**MATERIAL FOR THE TASK:**
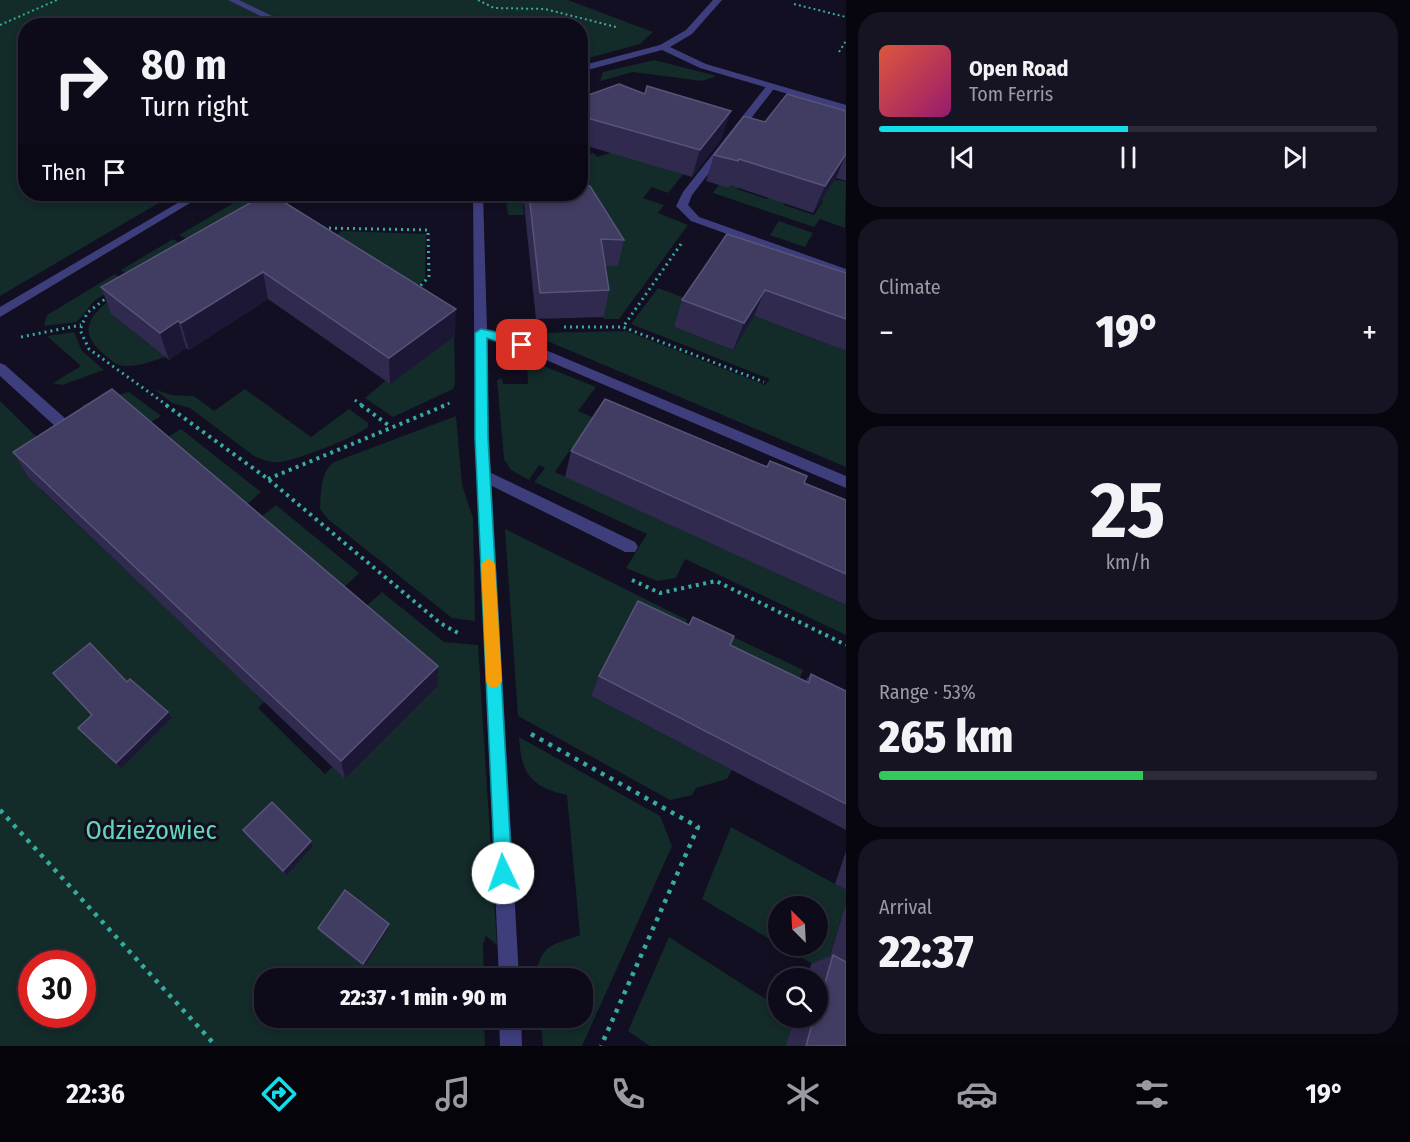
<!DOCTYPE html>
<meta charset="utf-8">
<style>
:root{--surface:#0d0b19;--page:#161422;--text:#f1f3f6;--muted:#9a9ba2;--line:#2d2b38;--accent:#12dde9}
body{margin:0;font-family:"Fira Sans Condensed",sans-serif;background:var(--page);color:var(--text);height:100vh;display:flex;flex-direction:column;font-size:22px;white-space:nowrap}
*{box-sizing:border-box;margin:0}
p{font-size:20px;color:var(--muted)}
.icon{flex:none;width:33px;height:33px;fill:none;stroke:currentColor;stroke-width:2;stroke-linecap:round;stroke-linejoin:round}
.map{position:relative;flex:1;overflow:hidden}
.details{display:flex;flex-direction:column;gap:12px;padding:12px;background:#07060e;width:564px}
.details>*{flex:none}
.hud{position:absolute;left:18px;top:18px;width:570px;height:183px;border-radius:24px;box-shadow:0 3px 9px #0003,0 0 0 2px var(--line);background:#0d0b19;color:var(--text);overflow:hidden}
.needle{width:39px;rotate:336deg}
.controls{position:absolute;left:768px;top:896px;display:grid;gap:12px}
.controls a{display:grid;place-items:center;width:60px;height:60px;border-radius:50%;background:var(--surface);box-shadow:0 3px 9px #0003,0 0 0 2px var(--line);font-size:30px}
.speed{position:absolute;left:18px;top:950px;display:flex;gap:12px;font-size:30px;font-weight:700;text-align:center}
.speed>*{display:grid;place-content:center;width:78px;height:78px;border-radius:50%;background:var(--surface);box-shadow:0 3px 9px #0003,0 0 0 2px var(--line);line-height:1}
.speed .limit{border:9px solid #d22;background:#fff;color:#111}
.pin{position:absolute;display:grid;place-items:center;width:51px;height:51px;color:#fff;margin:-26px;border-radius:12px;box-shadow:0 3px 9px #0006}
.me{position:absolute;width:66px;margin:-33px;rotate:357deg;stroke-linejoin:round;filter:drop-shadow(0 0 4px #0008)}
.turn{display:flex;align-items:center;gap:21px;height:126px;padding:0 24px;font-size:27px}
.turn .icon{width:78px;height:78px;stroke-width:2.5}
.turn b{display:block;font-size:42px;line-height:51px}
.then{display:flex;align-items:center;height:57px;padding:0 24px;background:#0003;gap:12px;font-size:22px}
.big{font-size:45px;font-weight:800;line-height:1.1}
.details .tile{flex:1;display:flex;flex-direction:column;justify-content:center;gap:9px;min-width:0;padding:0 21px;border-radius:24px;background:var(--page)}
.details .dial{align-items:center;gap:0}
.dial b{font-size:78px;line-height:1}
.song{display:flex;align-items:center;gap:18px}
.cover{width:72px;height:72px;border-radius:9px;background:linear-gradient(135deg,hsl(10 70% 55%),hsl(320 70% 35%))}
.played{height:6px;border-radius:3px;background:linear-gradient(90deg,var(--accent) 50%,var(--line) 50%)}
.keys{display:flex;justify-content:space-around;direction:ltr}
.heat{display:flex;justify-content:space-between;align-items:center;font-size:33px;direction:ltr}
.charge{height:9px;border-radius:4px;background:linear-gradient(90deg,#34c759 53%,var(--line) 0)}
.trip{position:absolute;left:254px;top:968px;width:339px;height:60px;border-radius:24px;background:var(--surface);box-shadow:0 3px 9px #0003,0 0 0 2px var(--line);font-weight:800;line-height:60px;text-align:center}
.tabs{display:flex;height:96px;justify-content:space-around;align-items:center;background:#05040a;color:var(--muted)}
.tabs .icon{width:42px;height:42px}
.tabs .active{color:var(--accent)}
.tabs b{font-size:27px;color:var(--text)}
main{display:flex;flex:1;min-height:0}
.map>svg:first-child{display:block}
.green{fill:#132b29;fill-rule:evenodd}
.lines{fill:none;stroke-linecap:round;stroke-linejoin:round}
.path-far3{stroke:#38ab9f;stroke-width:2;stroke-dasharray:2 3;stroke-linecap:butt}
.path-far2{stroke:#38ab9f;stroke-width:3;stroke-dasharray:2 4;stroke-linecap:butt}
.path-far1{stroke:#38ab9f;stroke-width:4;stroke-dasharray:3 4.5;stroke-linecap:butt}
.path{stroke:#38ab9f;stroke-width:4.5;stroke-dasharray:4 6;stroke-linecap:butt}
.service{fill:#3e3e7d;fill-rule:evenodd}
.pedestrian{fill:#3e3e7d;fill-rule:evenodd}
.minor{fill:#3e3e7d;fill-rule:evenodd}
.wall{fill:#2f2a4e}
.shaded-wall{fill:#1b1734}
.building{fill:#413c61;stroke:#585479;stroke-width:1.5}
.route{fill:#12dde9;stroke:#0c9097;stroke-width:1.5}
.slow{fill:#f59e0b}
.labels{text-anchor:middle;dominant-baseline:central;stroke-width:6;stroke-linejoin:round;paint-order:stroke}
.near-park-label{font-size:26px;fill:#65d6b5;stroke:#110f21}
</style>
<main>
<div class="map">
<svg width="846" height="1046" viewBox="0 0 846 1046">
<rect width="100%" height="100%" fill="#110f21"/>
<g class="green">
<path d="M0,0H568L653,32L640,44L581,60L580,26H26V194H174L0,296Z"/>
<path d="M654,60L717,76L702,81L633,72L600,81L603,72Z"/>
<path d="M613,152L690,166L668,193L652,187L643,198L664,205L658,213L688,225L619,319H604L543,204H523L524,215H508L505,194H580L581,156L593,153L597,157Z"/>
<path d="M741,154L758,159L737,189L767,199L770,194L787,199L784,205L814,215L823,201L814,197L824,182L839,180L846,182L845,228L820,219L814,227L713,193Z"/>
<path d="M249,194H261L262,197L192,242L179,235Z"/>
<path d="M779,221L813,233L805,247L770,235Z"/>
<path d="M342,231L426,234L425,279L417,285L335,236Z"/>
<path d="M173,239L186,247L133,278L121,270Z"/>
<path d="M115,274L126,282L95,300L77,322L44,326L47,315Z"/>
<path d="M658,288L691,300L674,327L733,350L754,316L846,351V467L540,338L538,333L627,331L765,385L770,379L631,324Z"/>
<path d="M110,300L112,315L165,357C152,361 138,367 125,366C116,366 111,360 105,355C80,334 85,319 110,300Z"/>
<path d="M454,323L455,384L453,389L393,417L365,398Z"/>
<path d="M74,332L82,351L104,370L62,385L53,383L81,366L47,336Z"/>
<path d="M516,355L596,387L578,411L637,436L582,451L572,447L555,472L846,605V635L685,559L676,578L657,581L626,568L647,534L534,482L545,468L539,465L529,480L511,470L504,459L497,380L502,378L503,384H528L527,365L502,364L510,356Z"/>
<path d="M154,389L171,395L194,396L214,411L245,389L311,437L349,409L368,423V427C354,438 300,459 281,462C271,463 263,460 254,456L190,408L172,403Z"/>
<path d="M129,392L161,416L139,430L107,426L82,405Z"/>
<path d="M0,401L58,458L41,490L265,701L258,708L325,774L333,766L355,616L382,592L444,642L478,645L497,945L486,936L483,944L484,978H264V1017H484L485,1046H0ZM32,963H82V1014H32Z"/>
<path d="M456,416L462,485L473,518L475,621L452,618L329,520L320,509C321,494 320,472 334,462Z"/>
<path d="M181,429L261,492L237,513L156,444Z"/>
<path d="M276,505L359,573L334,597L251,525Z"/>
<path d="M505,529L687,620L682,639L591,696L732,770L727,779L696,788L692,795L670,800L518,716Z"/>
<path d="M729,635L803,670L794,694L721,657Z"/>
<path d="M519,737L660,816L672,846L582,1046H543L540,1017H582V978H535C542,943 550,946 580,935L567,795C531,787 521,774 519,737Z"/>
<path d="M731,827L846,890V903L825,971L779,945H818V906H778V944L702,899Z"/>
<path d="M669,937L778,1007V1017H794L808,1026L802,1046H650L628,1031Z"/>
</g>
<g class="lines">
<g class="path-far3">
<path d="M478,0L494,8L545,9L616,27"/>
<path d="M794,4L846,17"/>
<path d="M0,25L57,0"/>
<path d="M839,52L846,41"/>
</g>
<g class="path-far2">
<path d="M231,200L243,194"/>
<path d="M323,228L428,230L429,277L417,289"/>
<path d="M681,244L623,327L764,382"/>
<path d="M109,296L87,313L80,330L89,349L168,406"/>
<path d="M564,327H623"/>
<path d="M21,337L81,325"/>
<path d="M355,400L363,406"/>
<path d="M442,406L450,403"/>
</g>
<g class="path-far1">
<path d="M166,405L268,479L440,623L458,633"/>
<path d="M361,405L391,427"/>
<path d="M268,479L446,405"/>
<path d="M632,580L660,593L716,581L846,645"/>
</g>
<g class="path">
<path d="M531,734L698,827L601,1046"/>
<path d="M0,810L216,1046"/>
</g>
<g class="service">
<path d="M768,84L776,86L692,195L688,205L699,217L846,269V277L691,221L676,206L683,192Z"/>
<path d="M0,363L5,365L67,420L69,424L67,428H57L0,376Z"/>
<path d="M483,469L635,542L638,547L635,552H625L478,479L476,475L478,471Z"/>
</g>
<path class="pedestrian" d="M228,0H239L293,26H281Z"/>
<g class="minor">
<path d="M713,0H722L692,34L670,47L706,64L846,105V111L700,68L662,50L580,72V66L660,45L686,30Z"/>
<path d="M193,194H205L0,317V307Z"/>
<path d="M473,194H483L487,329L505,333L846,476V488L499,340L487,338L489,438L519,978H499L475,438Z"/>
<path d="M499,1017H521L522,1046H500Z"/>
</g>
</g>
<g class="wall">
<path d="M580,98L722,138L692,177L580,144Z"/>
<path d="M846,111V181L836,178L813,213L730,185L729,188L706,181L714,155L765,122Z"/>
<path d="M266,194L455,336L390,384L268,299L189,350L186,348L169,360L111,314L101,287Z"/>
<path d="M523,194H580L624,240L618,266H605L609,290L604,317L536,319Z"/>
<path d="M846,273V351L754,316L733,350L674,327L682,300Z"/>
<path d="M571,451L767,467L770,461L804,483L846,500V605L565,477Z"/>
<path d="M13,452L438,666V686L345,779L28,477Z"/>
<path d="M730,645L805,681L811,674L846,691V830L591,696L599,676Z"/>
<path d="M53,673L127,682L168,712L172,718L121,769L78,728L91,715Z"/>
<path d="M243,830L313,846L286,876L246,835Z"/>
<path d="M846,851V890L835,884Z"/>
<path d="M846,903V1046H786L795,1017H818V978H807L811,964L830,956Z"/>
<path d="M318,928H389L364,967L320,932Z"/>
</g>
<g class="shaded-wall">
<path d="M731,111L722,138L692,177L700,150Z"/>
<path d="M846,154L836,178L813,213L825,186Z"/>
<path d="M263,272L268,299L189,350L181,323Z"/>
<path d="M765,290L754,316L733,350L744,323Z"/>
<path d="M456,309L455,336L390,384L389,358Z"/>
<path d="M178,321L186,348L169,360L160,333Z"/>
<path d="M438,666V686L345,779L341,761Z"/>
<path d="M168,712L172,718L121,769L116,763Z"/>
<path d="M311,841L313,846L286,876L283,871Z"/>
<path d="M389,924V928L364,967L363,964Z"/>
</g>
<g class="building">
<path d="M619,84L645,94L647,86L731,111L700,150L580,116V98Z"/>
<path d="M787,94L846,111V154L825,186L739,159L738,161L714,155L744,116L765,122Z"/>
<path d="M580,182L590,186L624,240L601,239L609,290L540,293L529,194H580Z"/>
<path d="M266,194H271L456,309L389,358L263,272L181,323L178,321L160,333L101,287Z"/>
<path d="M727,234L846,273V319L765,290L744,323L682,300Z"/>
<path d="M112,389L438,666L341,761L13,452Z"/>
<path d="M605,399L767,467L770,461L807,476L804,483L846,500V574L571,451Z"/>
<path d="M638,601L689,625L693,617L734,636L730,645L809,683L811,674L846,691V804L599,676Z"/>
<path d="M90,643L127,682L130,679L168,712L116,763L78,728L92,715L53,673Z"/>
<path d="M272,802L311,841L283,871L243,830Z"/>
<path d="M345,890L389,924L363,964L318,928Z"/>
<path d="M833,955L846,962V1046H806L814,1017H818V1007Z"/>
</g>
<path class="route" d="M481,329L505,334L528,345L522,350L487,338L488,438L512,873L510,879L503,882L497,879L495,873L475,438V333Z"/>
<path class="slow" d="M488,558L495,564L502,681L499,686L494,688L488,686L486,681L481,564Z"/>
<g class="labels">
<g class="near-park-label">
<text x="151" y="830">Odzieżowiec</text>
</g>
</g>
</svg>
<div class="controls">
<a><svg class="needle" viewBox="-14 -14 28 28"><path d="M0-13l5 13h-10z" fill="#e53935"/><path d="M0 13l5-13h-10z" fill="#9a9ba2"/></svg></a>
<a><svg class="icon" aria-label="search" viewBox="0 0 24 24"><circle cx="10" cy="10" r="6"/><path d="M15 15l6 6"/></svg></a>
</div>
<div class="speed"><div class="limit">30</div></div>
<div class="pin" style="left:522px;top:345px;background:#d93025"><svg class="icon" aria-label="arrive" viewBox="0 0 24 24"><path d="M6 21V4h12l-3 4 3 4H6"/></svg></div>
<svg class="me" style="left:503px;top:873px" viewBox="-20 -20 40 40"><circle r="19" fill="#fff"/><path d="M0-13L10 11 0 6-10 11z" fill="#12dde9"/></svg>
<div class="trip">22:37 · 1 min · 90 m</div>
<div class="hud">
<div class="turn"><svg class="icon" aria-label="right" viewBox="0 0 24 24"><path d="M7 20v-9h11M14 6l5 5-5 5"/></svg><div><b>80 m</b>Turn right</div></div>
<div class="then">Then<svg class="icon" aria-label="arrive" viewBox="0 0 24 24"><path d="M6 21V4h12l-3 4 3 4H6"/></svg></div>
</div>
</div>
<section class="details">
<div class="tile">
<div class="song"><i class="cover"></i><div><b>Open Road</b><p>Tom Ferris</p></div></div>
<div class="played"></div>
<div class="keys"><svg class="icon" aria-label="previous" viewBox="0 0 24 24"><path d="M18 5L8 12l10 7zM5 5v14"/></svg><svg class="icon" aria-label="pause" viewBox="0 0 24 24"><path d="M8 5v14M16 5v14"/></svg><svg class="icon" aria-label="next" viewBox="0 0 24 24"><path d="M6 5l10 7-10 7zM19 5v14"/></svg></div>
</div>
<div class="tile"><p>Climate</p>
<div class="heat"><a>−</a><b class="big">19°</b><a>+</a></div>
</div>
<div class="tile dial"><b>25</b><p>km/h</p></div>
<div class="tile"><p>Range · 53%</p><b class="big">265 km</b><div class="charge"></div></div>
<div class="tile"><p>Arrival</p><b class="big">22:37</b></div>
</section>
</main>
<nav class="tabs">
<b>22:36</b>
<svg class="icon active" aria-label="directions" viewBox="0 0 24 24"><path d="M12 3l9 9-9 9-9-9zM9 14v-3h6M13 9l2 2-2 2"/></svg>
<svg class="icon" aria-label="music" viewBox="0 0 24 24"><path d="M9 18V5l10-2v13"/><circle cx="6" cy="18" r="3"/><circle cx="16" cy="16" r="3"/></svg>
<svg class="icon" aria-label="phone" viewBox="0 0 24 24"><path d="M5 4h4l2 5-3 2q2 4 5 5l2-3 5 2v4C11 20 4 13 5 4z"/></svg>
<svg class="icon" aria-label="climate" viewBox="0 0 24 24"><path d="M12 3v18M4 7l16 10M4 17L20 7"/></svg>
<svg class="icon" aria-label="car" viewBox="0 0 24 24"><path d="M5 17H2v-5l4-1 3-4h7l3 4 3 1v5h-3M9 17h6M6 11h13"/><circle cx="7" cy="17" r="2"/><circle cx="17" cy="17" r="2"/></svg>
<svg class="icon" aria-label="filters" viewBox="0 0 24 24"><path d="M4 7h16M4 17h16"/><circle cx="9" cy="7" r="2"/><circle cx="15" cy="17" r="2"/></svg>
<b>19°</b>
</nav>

**TASK DESCRIPTION:**
Only lines with the word "butt" belong in the answer; copy each of them from the material above.

**OUTPUT FOR THIS TASK:**
.path-far3{stroke:#38ab9f;stroke-width:2;stroke-dasharray:2 3;stroke-linecap:butt}
.path-far2{stroke:#38ab9f;stroke-width:3;stroke-dasharray:2 4;stroke-linecap:butt}
.path-far1{stroke:#38ab9f;stroke-width:4;stroke-dasharray:3 4.5;stroke-linecap:butt}
.path{stroke:#38ab9f;stroke-width:4.5;stroke-dasharray:4 6;stroke-linecap:butt}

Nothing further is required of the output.